The Fusion Gene Landscape in Taiwanese Patients with Non-Small Cell Lung Cancer

Round 1

Reviewer 1 Report

The authors substantially improved the manuscript by incorporating the reviewers´ comments and modificated the original text. It is a novel original study with practical output. It is overally well written.

The results are nicely presented with many figures and tables that make the reading easier. The results are adequately discussed and the upto date literature is discussed in the light of the study results and conclusions.

Author Response

Reviewer #1:

The results are nicely presented with many figures and tables that make the reading easier. The results are adequately discussed and the up to date literature is discussed in the light of the study results and conclusions.

Response: Thank you for your comment.

Reviewer 2 Report

I thank the authors for their response to my review. I believe that the authors have addressed my comments satisfactorily. However, I think Figure 2 should be Supplementary Figure.

Author Response

Reviewer #2:

I thank the authors for their response to my review.
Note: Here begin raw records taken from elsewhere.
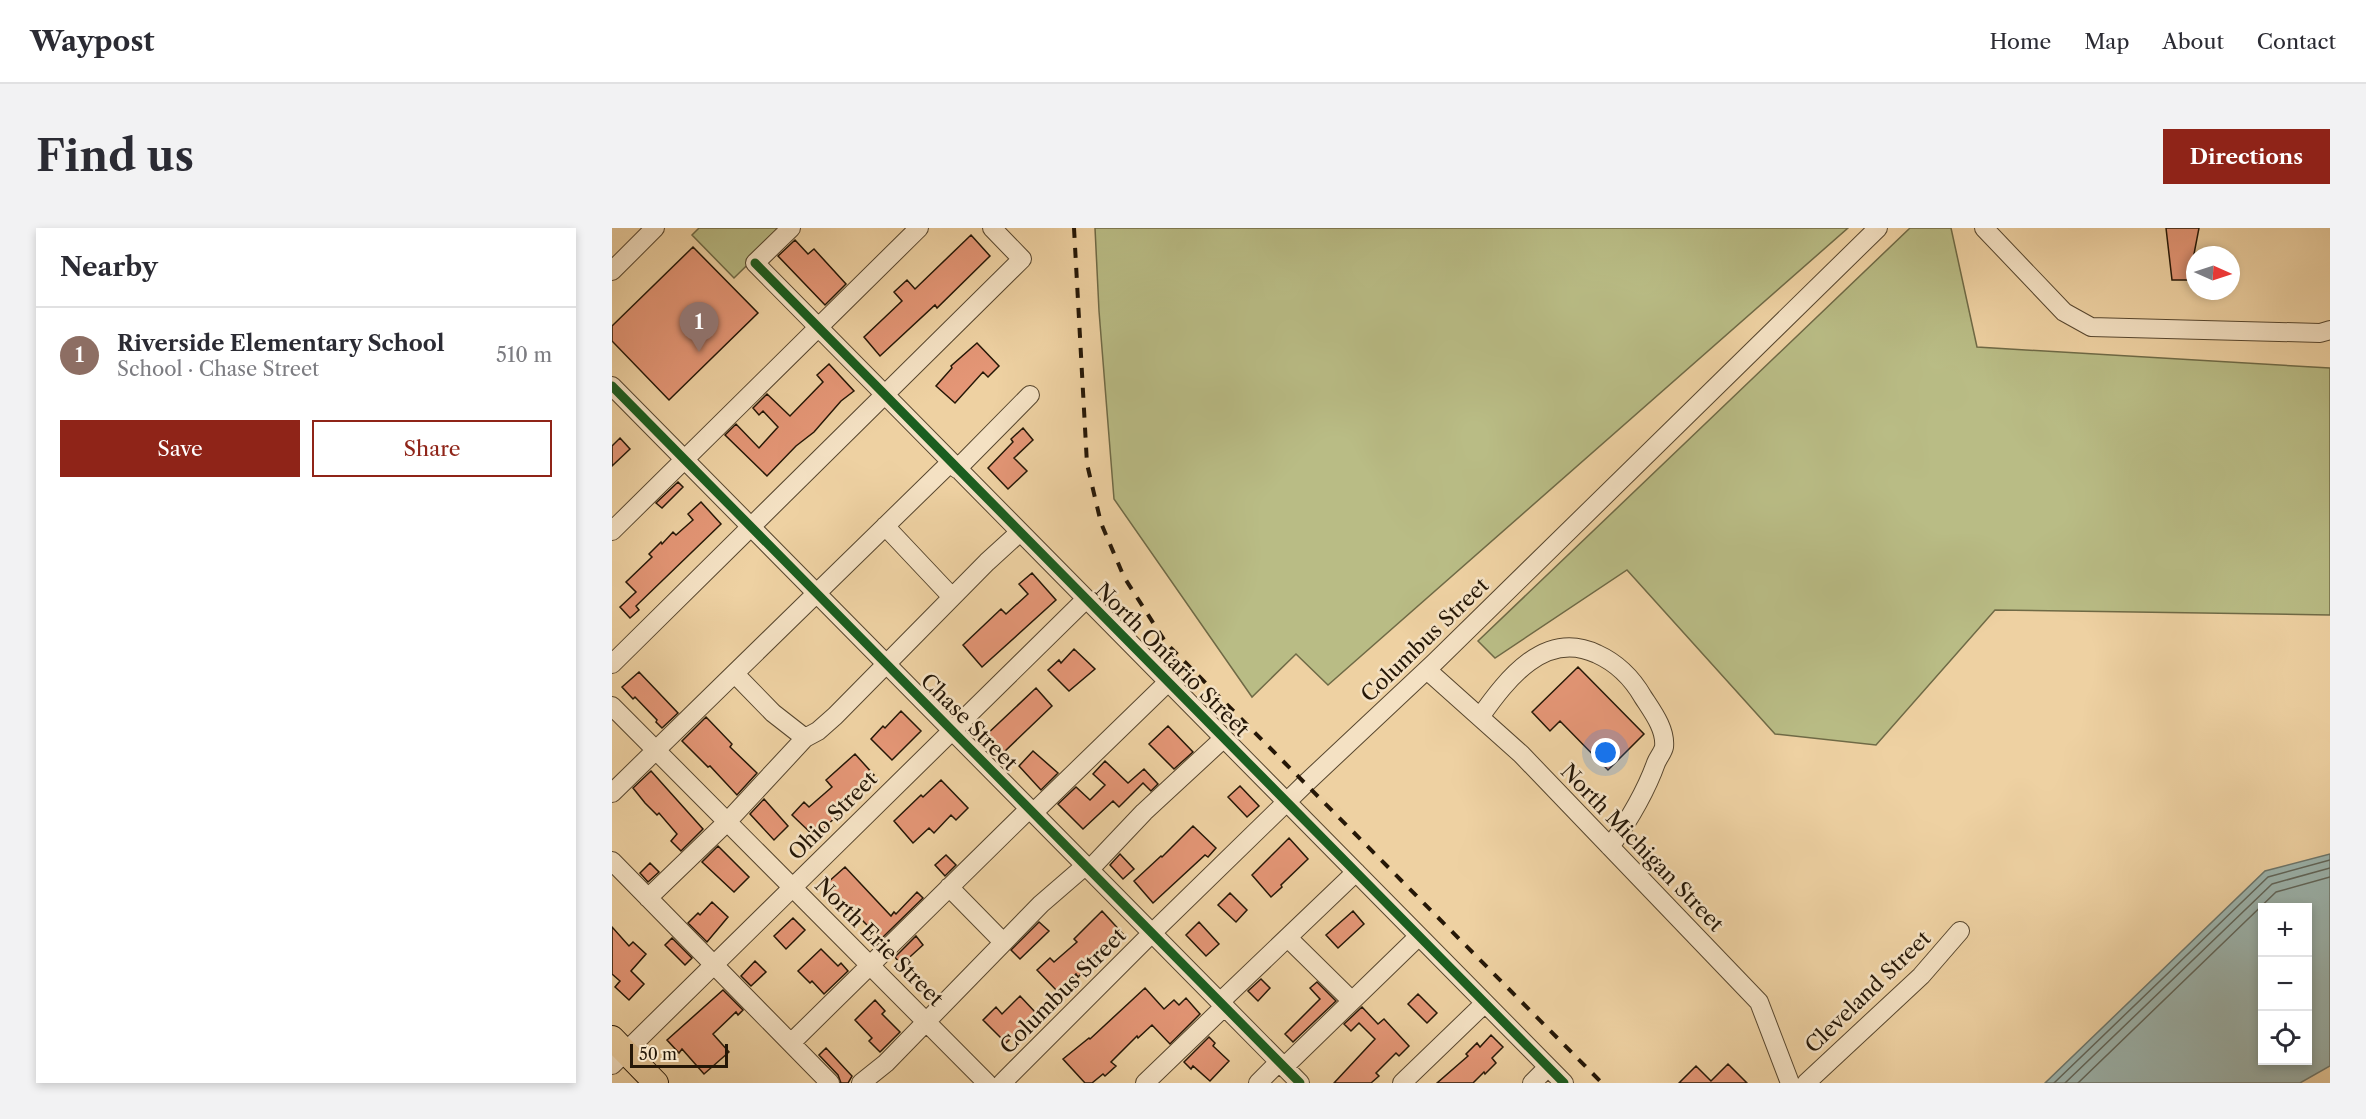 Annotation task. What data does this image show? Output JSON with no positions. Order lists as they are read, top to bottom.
{
  "streets": {
    "street": [
      "Columbus Street",
      "North Ontario Street",
      "Chase Street",
      "Ohio Street",
      "North Michigan Street",
      "North Erie Street",
      "Cleveland Street"
    ]
  },
  "crossings": [
    ["Columbus Street", "North Ontario Street"],
    ["Columbus Street", "Chase Street"],
    ["Columbus Street", "North Michigan Street"],
    ["North Ontario Street", "Ohio Street"],
    ["Chase Street", "Ohio Street"],
    ["Ohio Street", "North Erie Street"]
  ],
  "scale_bar": "50 m",
  "north": "right",
  "page": {
    "header": "Waypost",
    "nav": [
      "Home",
      "Map",
      "About",
      "Contact"
    ],
    "buttons": [
      "Directions",
      ["Save", "Share"]
    ],
    "title": "Find us",
    "heading": "Nearby",
    "pins": "1",
    "list": [
      {
        "mark": "1",
        "name": "Riverside Elementary School",
        "note": "School · Chase Street",
        "value": "510 m"
      }
    ],
    "map_buttons": ["+", "−"],
    "scale": "50 m"
  }
} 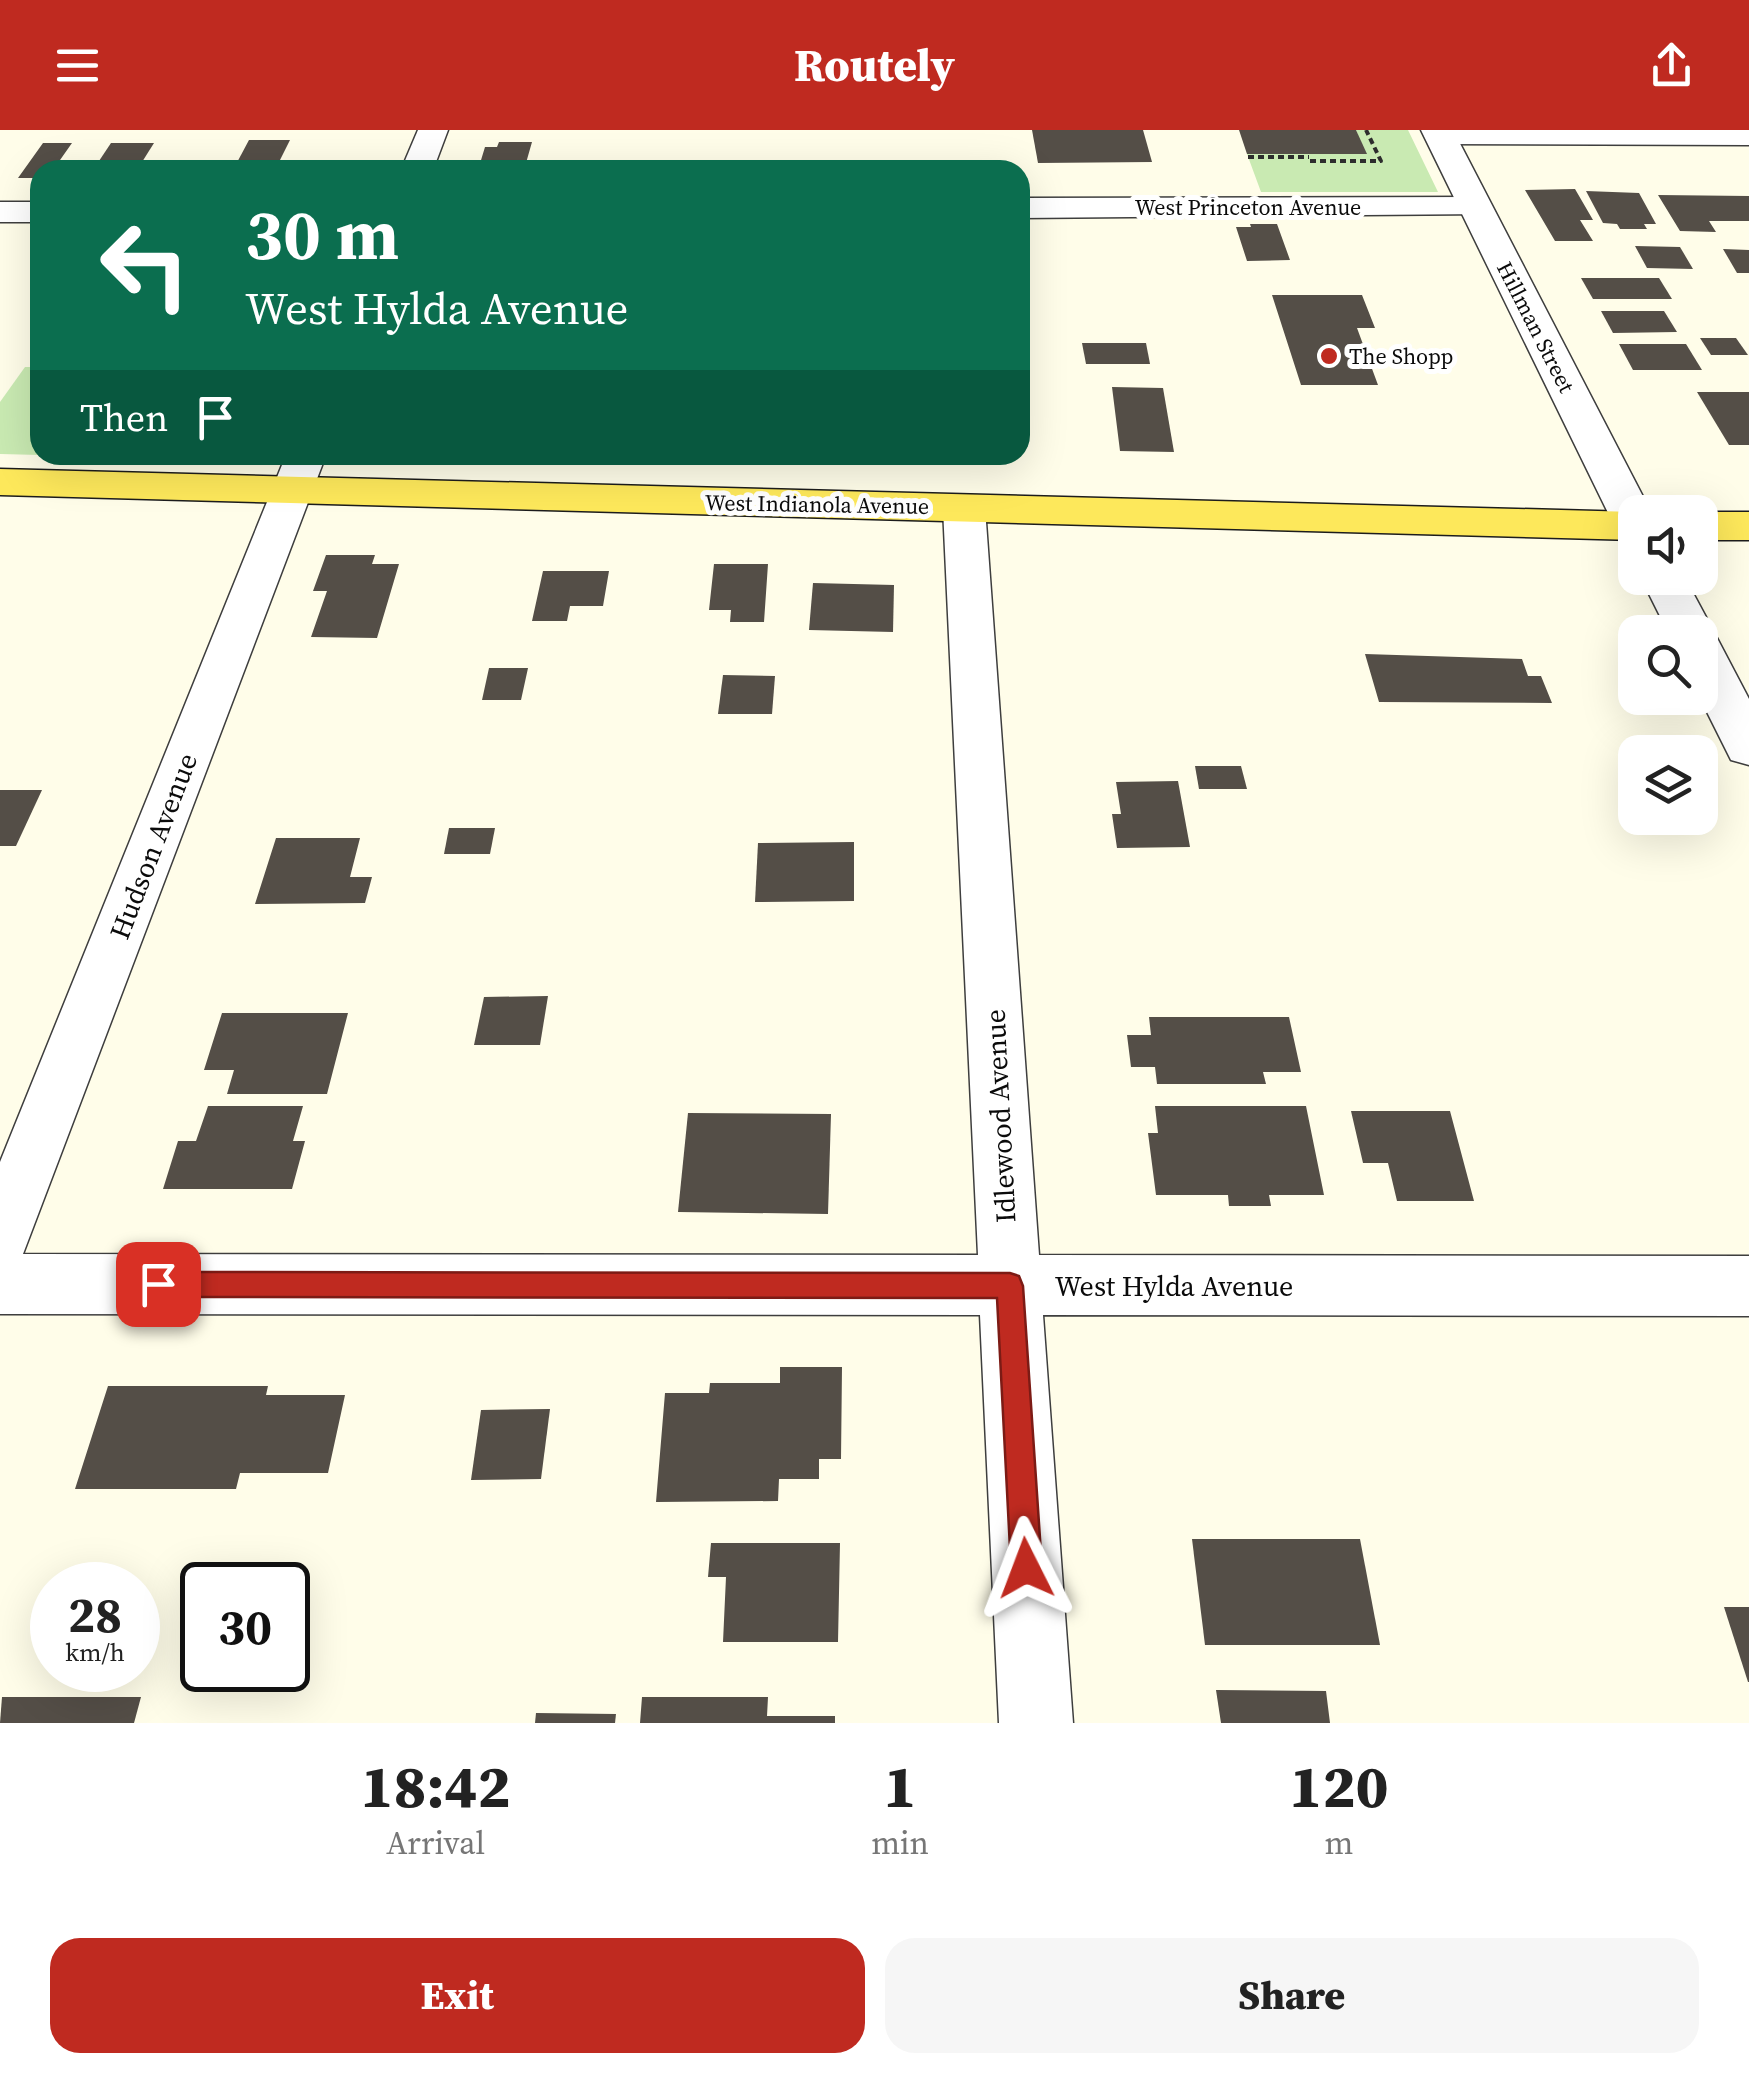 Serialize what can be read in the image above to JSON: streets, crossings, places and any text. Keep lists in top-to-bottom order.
{
  "streets": {
    "main road": ["West Indianola Avenue"],
    "street": [
      "West Princeton Avenue",
      "Hillman Street",
      "Hudson Avenue",
      "Idlewood Avenue",
      "West Hylda Avenue"
    ]
  },
  "crossings": [
    ["West Princeton Avenue", "Hillman Street"],
    ["West Indianola Avenue", "Hudson Avenue"],
    ["West Indianola Avenue", "Idlewood Avenue"],
    ["Idlewood Avenue", "West Hylda Avenue"]
  ],
  "places": ["The Shopp"],
  "page": {
    "header": "Routely",
    "turn": ["30 m", "West Hylda Avenue"],
    "then": "Then",
    "speed": "28 km/h",
    "limit": "30",
    "eta": [
      "18:42",
      "Arrival",
      "1",
      "min",
      "120",
      "m"
    ],
    "buttons": ["Exit", "Share"]
  }
} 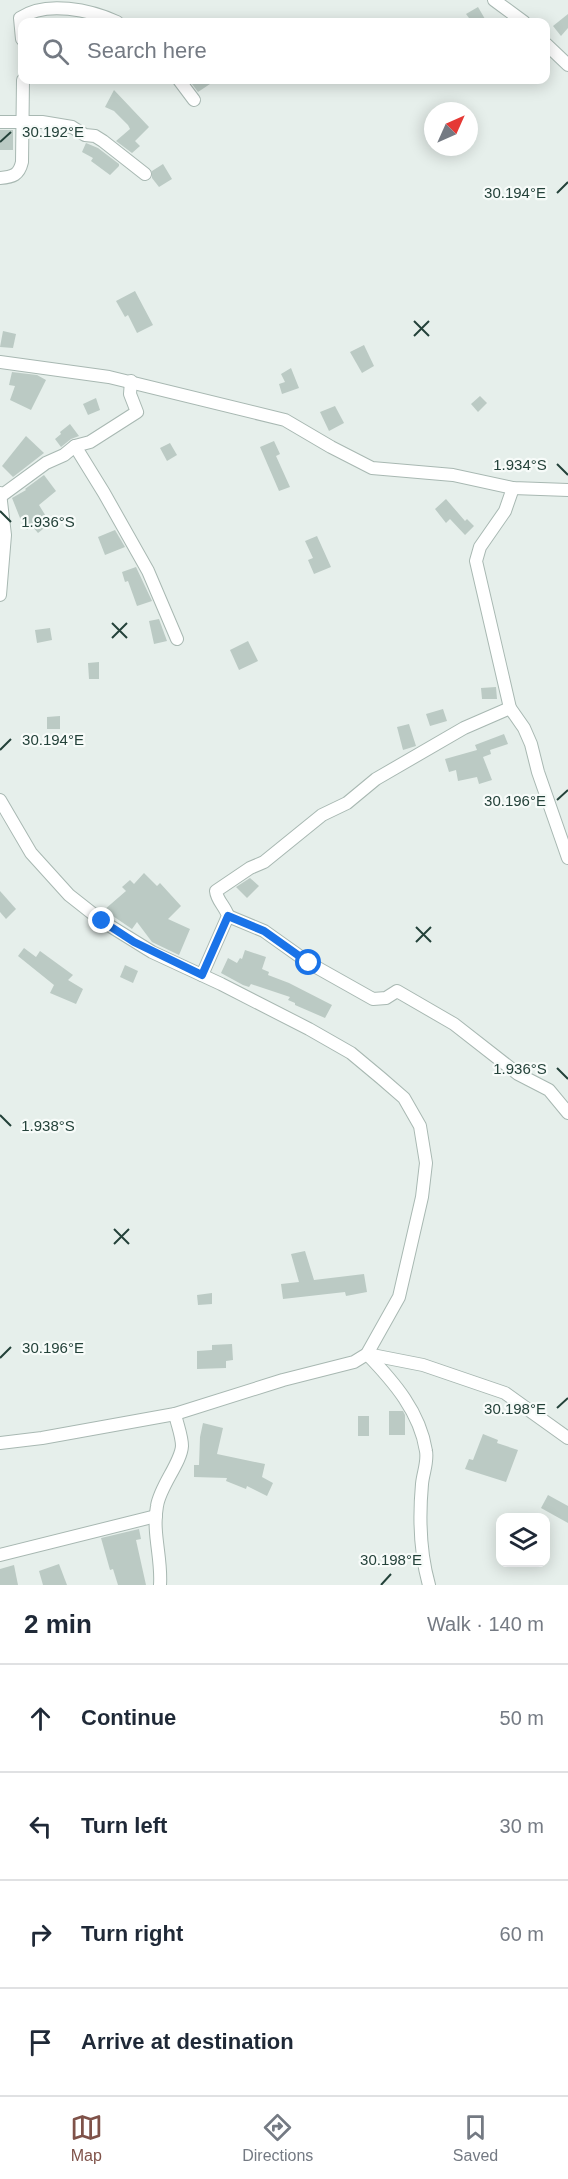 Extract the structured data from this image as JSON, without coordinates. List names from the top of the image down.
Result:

I believe that the authors have addressed my comments satisfactorily. However, I think Figure 2 should be Supplementary Figure.

Response: Thank you for your comment. Figure 2 has been removed to Figure S1. We have rearranged the order of the Figures and Supplementary Figures.

Reviewer 3 Report

In a revised version of the manuscript Chang et al addressed some of my concerns, however, several suggestions are not addressed, which decreases the impact of the study; authors list them as limitations in the end of the manuscript.

Several additional suggestions:

1. After looking at updated Table 1 it becomes prominent, that fusion landscape is quite different in adenocarcinoma and squamous cell carcinoma samples, potentially reflecting differences in biology in between these non-small cell lung cancer subtypes. Additionally, samples with higher stage and grade demonstrate higher relative percentage of fusion genes involving oncogenes and tumor suppressor genes. Authors should address these points in results and discussion sections.
2. Figure 2 occupies two pages. It seems to be beneficial to convert it into a table and move seq chromatograms to supplemental figures.

Author Response

Reviewer #3:

1. After looking at updated Table 1 it becomes prominent, that fusion landscape is quite different in adenocarcinoma and squamous cell carcinoma samples, potentially reflecting differences in biology in between these non-small cell lung cancer subtypes. Additionally, samples with higher stage and grade demonstrate higher relative percentage of fusion genes involving oncogenes and tumor suppressor genes. Authors should address these points in results and discussion sections.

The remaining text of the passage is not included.